■ WHAT YOU NEED TO DO
First find the line with "position:relative; width:375px; height:991px;" in the entries below, then set down exactly every line through the line with "inset:0; background:#d2b586; transform-origin:0", that line included.

Stored data entries
+--
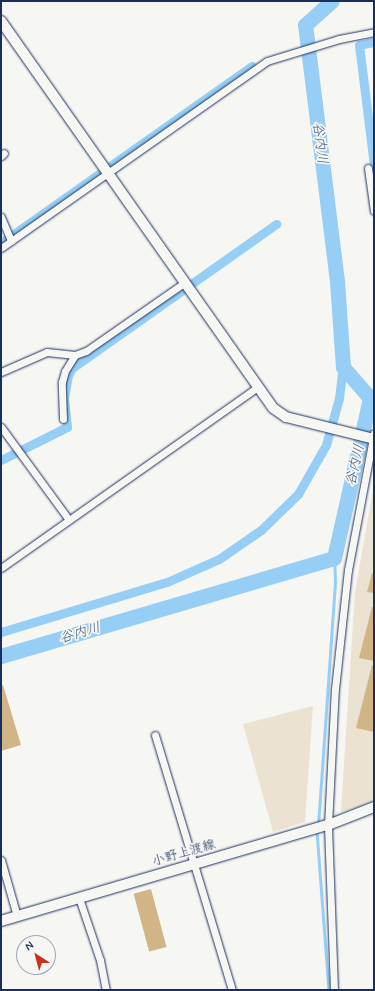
<!DOCTYPE html>
<html>
<head>
<meta charset="utf-8">
<style>
  body { margin:0 }
  #map { position:relative; width:375px; height:991px; overflow:hidden; background:#f6f6f2; font-family:Mynerve,"Klee One",sans-serif }
  div>[style] { position:absolute }
  .built>* { inset:0; background:#ebe2d2 }
  .stream>* { height:2.5px; margin:-1.25px; padding:0 1.25px; transform-origin:1.25px; border-radius:1.25px; background:#96cef5 }
  .canal>* { height:9px; margin:-4.5px; padding:0 4.5px; transform-origin:4.5px; border-radius:4.5px; background:#96cef5 }
  .river>* { height:15px; margin:-7.5px; padding:0 7.5px; transform-origin:7.5px; border-radius:7.5px; background:#96cef5 }
  .building>* { inset:0; background:#d2b586; transform-origin:0 0 }
  .roads { filter:drop-shadow(0 0 1px #1b2f5e) drop-shadow(0 0 1px #1b2f5e) }
  .street>* { height:7px; margin:-3.5px; padding:0 3.5px; transform-origin:3.5px; border-radius:3.5px; background:#f6f6f2 }
  .secondary>* { height:10px; margin:-5px; padding:0 5px; transform-origin:5px; border-radius:5px; background:#f6f6f2 }
  span { translate:-50% -50%; white-space:nowrap; text-align:center; line-height:1.15; -webkit-text-stroke:3.5px #f6f6f2; paint-order:stroke }
  .street-label { font-size:13px; color:#1b2f5e }
  .water-label { font-size:14px; color:#3a5784; font-style:italic }
  .frame { position:absolute; inset:0; border:2px solid #1b2f5e; pointer-events:none }
  .north { position:absolute; left:16px; top:935px; width:40px; height:40px; box-sizing:border-box; background:#f6f6f2; border:1px solid #9ea6b7; border-radius:50%; rotate:324deg; font-size:11px; font-weight:700; line-height:16px; text-align:center; color:#1b2f5e }
  .north::after { content:''; display:block; margin:auto; width:14px; height:18px; background:#c8321e; clip-path:polygon(50% 0,100% 100%,50% 72%,0 100%) }
</style>
</head>
<body>
<div id="map">
  <div class="built">
    <i style="clip-path:polygon(374px 484px,374px 803px,341px 812px,355px 592px)"></i>
    <i style="clip-path:polygon(313px 706px,305px 822px,273px 832px,243px 724px)"></i>
  </div>
  <div class="stream">
    <i style="left:318px;top:826px;width:245px;rotate:-86deg"></i>
    <i style="left:335px;top:582px;width:24px;rotate:-92deg"></i>
    <i style="left:317px;top:831px;width:159px;rotate:85.7deg"></i>
  </div>
  <div class="canal">
    <i style="left:374px;top:42px;width:15px;rotate:169deg"></i>
    <i style="left:359px;top:45px;width:122px;rotate:82.9deg"></i>
    <i style="left:1px;top:243px;width:307px;rotate:-35.2deg"></i>
    <i style="left:1px;top:460px;width:74px;rotate:-26.6deg"></i>
    <i style="left:67px;top:427px;width:29px;rotate:-96deg"></i>
    <i style="left:64px;top:398px;width:23px;rotate:-80deg"></i>
    <i style="left:68px;top:375px;width:8px;rotate:-60deg"></i>
    <i style="left:72px;top:368px;width:250px;rotate:-35.2deg"></i>
    <i style="left:1px;top:632px;width:173px;rotate:-16.8deg"></i>
    <i style="left:167px;top:582px;width:57px;rotate:-23.9deg"></i>
    <i style="left:219px;top:559px;width:51px;rotate:-34.6deg"></i>
    <i style="left:261px;top:530px;width:52px;rotate:-44.2deg"></i>
    <i style="left:298px;top:494px;width:56px;rotate:-60.3deg"></i>
    <i style="left:326px;top:445px;width:49px;rotate:-74.5deg"></i>
    <i style="left:339px;top:398px;width:31px;rotate:-83deg"></i>
  </div>
  <div class="river">
    <i style="left:1px;top:656px;width:347px;rotate:-16.4deg"></i>
    <i style="left:334px;top:558px;width:164px;rotate:-77.3deg"></i>
    <i style="left:370px;top:398px;width:41px;rotate:-131.1deg"></i>
    <i style="left:343px;top:367px;width:86px;rotate:-94deg"></i>
    <i style="left:337px;top:281px;width:258px;rotate:-97.1deg"></i>
    <i style="left:305px;top:25px;width:36px;rotate:-42deg"></i>
  </div>
  <div class="building">
    <i style="clip-path:polygon(372px 573px,374px 574px,374px 593px,367px 592px)"></i>
    <i style="clip-path:polygon(372px 607px,374px 607px,374px 661px,359px 658px)"></i>
    <i style="clip-path:polygon(372px 665px,374px 665px,374px 732px,356px 728px)"></i>
    <i style="clip-path:polygon(3px 685px,21px 745px,1px 751px,1px 686px)"></i>
    <i style="left:151px;top:889px;width:60px;height:18px;rotate:75deg"></i>
  </div>
  <div class="roads">
    <div class="street">
      <i style="left:1px;top:156px;width:4px;rotate:-45deg"></i>
      <i style="left:368px;top:168px;width:43px;rotate:82.1deg"></i>
      <i style="left:1px;top:217px;width:26px;rotate:67deg"></i>
      <i style="left:1px;top:248px;width:325px;rotate:-35.1deg"></i>
      <i style="left:267px;top:61px;width:75px;rotate:-17deg"></i>
      <i style="left:339px;top:39px;width:36px;rotate:-11deg"></i>
      <i style="left:1px;top:372px;width:50px;rotate:-23.5deg"></i>
      <i style="left:47px;top:352px;width:28px;rotate:6deg"></i>
      <i style="left:75px;top:355px;width:12px;rotate:-20deg"></i>
      <i style="left:86px;top:351px;width:119px;rotate:-34.8deg"></i>
      <i style="left:63px;top:419px;width:37px;rotate:-92deg"></i>
      <i style="left:62px;top:382px;width:11px;rotate:-75deg"></i>
      <i style="left:65px;top:371px;width:19px;rotate:-58deg"></i>
      <i style="left:1px;top:427px;width:115px;rotate:53.8deg"></i>
      <i style="left:1px;top:568px;width:314px;rotate:-35.2deg"></i>
      <i style="left:155px;top:735px;width:266px;rotate:73.2deg"></i>
      <i style="left:1px;top:860px;width:58px;rotate:74.1deg"></i>
      <i style="left:79px;top:898px;width:65px;rotate:71.3deg"></i>
      <i style="left:100px;top:960px;width:31px;rotate:79deg"></i>
      <i style="left:334px;top:990px;width:165px;rotate:-92.1deg"></i>
      <i style="left:328px;top:825px;width:136px;rotate:-87.1deg"></i>
      <i style="left:335px;top:689px;width:120px;rotate:-83.8deg"></i>
      <i style="left:348px;top:570px;width:139px;rotate:-79.3deg"></i>
    </div>
    <div class="secondary">
      <i style="left:1px;top:21px;width:473px;rotate:54.9deg"></i>
      <i style="left:273px;top:408px;width:16px;rotate:35deg"></i>
      <i style="left:286px;top:417px;width:91px;rotate:14deg"></i>
      <i style="left:1px;top:921px;width:341px;rotate:-16.4deg"></i>
      <i style="left:328px;top:825px;width:49px;rotate:-21.4deg"></i>
    </div>
  </div>
  <div class="street-label">
    <span style="left:184px;top:854px;rotate:-16deg">小野上渡線</span>
  </div>
  <div class="water-label">
    <span style="left:320px;top:143px;rotate:83deg">谷内川</span>
    <span style="left:355px;top:465px;rotate:-77deg">谷内川</span>
    <span style="left:80px;top:633px;rotate:-16deg">谷内川</span>
  </div>
  <div class="frame"></div>
  <div class="north">N</div>
</div>
</body>
</html>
+--
■ TASK ANSWER
  #map { position:relative; width:375px; height:991px; overflow:hidden; background:#f6f6f2; font-family:Mynerve,"Klee One",sans-serif }
  div>[style] { position:absolute }
  .built>* { inset:0; background:#ebe2d2 }
  .stream>* { height:2.5px; margin:-1.25px; padding:0 1.25px; transform-origin:1.25px; border-radius:1.25px; background:#96cef5 }
  .canal>* { height:9px; margin:-4.5px; padding:0 4.5px; transform-origin:4.5px; border-radius:4.5px; background:#96cef5 }
  .river>* { height:15px; margin:-7.5px; padding:0 7.5px; transform-origin:7.5px; border-radius:7.5px; background:#96cef5 }
  .building>* { inset:0; background:#d2b586; transform-origin:0 0 }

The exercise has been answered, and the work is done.